The task and the art of language design is - I hate to use the word
"holistic", but, well - holistic.
It's like, oh, I don't know, writing music. You can't do it in a vacuum -
everything you hear influences you. Everything feeds in - whether it was what
you thought sucked about your last piece, or what worked about your last
piece, or interesting techniques in something you've just heard, or maybe just
the style and "feeling" of a few composers you've been listening to recently.
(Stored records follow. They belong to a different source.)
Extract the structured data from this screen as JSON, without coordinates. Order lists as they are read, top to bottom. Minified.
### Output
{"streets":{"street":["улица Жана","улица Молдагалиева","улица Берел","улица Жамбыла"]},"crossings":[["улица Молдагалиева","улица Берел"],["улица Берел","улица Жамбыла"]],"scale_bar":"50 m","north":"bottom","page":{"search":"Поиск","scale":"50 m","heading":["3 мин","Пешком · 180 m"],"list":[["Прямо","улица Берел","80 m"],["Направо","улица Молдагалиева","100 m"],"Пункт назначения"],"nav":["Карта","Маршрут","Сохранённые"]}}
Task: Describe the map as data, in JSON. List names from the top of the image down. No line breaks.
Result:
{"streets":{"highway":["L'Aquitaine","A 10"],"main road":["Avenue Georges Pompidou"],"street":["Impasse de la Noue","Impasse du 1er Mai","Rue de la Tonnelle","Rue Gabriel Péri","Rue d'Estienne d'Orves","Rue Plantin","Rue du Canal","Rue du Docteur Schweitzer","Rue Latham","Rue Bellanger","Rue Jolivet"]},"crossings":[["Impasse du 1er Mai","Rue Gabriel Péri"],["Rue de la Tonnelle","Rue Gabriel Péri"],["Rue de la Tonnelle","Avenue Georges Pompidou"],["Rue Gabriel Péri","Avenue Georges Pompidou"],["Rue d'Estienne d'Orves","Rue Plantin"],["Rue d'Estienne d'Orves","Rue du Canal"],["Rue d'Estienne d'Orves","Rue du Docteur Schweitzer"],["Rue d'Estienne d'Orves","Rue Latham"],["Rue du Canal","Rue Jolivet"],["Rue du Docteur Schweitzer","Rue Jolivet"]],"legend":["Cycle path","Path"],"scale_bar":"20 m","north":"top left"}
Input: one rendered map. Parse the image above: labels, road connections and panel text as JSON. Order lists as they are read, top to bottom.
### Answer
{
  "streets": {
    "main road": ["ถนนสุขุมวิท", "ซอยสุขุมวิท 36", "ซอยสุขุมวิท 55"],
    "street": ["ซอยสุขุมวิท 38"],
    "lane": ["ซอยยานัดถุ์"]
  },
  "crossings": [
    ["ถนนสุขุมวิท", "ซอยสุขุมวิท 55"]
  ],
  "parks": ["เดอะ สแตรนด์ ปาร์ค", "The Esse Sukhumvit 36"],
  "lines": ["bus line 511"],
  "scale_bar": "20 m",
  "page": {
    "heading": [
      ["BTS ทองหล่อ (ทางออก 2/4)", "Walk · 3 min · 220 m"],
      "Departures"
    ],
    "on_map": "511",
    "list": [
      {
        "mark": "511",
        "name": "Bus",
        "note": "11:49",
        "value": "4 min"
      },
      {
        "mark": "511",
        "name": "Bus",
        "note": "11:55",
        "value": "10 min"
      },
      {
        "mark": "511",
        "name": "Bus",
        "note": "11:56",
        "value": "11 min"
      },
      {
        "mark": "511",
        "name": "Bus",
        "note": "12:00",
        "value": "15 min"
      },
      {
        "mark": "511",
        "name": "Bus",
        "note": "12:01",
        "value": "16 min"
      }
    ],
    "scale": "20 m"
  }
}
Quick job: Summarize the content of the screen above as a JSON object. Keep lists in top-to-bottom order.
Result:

Culture matters a *lot*. If I spent a load of time in Canadia, I'd probably
start picking up a few Canadian idioms in my own speech. In that case of
speech, it's hard to avoid them; for language design, they only become
explicit by design. But they're still implicit influences.
So I think it's impossible that interesting things about Ruby, C#, Japanese,
and everything else out there would *not* be *an influence* to some degree.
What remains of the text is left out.